56. O cemitério e arruamentos próximos permitem a manobra de veículos.

57. A obra de ampliação fica a cerca de dez metros da casa do autor.

58. A obra de ampliação é uma aspiração antiga; a generalidade dos moradores sente-a como necessária e urgente.

59. A freguesia tem cerca de seiscentos moradores.

60. Dentre os moradores de (...), alguns, cujo número não foi possível precisar, têm oitenta e mais anos de idade.

61. Antes da ampliação, o cemitério tinha doze metros de largura por trinta de profundidade.

62. Os cadáveres tinham que ser sepultados prevendo a necessidade de outros o serem por cima.

63. (...) tem vários seus naturais – em número que não foi possível apurar – residentes algures pelo país e pelo mundo.

64. Alguns dos que se encontram a residir habitualmente fora da Freguesia pretendem vir a ser enterrados no local onde nasceram.

65. O outro cemitério novo está construído há mais de vinte e oito anos.

66. Os familiares dos mortos não permitem que aqueles sejam sepultados naquele cemitério novo.

67. Os actuais moradores de (...) dizem que, quando morrerem, não querem ser sepultados naquele cemitério novo.

68. Aquele cemitério novo foi construído contra a vontade do povo, estando vazio desde a sua construção porque as pessoas se recusam a permitir que aí sejam enterrados os seus familiares que morrem.

69. A Junta de Freguesia iniciou a obra de ampliação para satisfazer a vontade do povo nesse sentido.

70. A obra incorporou dinheiro e trabalho de muitos populares.

71. A obra foi paga, em parte, com dinheiro que o povo entregou em peditório realizado para o efeito.

72. Houve populares que trabalharam gratuitamente na realização da obra.

73. Houve populares que cederam gratuitamente materiais e máquinas para a realização da obra.

74. Devido às obras de ampliação do cemitério o espaço em frente à casa do autor ficou tratado.

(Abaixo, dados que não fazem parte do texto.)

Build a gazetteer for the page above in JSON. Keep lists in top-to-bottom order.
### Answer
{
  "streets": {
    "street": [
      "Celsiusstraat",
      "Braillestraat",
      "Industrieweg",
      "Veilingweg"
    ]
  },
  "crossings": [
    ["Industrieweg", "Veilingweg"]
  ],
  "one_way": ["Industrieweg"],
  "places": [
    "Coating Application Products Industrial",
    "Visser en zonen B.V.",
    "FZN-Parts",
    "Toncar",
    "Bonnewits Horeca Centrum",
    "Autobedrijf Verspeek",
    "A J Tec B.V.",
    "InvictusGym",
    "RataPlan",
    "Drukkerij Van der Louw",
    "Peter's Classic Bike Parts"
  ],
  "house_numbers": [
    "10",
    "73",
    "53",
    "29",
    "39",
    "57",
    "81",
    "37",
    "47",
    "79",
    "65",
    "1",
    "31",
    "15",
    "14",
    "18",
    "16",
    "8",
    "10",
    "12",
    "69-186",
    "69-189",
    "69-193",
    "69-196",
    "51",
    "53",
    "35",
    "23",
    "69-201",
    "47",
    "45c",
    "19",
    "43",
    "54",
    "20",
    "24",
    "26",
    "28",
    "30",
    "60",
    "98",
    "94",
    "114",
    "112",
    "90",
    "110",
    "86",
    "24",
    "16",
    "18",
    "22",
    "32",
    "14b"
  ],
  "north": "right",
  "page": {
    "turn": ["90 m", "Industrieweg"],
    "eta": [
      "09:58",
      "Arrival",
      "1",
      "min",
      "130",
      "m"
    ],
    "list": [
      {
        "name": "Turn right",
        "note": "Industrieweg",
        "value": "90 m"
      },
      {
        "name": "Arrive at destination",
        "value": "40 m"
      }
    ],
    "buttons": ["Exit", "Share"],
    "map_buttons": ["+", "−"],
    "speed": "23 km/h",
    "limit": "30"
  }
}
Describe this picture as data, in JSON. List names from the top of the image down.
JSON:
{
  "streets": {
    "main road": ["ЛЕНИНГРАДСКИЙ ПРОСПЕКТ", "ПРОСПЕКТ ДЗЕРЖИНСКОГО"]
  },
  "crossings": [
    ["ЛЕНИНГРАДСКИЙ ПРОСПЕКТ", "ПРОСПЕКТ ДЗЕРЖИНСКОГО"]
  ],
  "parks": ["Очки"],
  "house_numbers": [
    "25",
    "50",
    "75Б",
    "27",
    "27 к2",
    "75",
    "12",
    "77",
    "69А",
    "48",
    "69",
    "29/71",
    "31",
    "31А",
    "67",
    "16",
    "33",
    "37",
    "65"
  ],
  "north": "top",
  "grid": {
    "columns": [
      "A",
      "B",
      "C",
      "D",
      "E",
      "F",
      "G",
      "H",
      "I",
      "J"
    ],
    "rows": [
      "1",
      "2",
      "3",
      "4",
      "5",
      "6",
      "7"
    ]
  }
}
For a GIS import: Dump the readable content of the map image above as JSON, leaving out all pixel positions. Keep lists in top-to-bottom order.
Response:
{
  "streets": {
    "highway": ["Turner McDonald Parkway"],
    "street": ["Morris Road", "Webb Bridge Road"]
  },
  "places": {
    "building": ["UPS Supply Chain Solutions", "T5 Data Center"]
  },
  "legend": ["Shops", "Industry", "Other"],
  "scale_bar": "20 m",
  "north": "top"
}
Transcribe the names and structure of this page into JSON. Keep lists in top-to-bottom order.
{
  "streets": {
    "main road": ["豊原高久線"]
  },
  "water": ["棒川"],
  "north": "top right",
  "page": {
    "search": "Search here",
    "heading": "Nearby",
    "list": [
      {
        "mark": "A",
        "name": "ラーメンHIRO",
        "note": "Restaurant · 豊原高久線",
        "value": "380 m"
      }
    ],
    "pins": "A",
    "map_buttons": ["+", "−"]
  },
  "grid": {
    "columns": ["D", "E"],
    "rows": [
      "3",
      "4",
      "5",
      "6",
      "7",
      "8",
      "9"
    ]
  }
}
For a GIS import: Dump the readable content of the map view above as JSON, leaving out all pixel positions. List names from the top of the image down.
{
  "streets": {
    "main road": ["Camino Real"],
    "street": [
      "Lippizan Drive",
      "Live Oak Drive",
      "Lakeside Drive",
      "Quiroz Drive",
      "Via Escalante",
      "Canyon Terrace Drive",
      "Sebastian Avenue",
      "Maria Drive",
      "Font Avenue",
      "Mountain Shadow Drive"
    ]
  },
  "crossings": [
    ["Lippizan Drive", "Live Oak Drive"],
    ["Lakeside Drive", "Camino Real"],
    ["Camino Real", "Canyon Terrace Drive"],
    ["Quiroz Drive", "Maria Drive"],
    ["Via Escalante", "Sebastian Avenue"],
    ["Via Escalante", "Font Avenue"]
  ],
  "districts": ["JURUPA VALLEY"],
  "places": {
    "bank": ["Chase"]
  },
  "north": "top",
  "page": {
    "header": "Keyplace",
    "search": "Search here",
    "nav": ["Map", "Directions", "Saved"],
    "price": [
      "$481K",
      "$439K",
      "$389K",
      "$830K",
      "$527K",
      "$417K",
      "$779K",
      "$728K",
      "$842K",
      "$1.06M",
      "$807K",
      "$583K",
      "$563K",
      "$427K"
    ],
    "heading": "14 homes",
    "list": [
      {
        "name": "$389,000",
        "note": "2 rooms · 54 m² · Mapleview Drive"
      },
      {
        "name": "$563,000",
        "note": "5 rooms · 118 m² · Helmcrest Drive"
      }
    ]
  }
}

75. Anteriormente à obra, esse espaço tinha mato, silvas, lenha e objectos que não é possível identificar com precisão, o que facilitava a acumulação de lixo.

76. Com a alegação dos factos constantes da petição, o autor pretende alcançar os seus objectivos, entre os quais que o cemitério não seja ampliado para mais próximo da sua casa.

77.  Com a instauração desta acção – onde foram alegados os factos constantes da petição – o autor já causou, à ré, incómodos e prejuízos, mormente na dinamização de todo um processo burocrático que, de outra forma, não ocorreria, bem como na obtenção de estudos e pareceres e na promoção e realização de diligências que, de outro modo, não seriam realizadas.

IV- FUNDAMENTAÇÃO DE DIREITO

A competência, como medida de jurisdição atribuída a cada tribunal para conhecer de determinada questão a ele submetida, e enquanto pressuposto processual, determina-se pelos termos em que a acção é proposta, isto é, pela causa de pedir e pedido respectivos[3].

De acordo com o artigo 211º, nº1 da Constituição da República Portuguesa, os tribunais judiciais são os tribunais comuns em matéria cível e criminal e exercem jurisdição em todas as áreas não atribuídas a outras ordens judiciais.

E o artigo 66º do Código de Processo Civil determina que “são da competência dos tribunais judiciais as causas que não sejam atribuídas a outra ordem jurisdicional”.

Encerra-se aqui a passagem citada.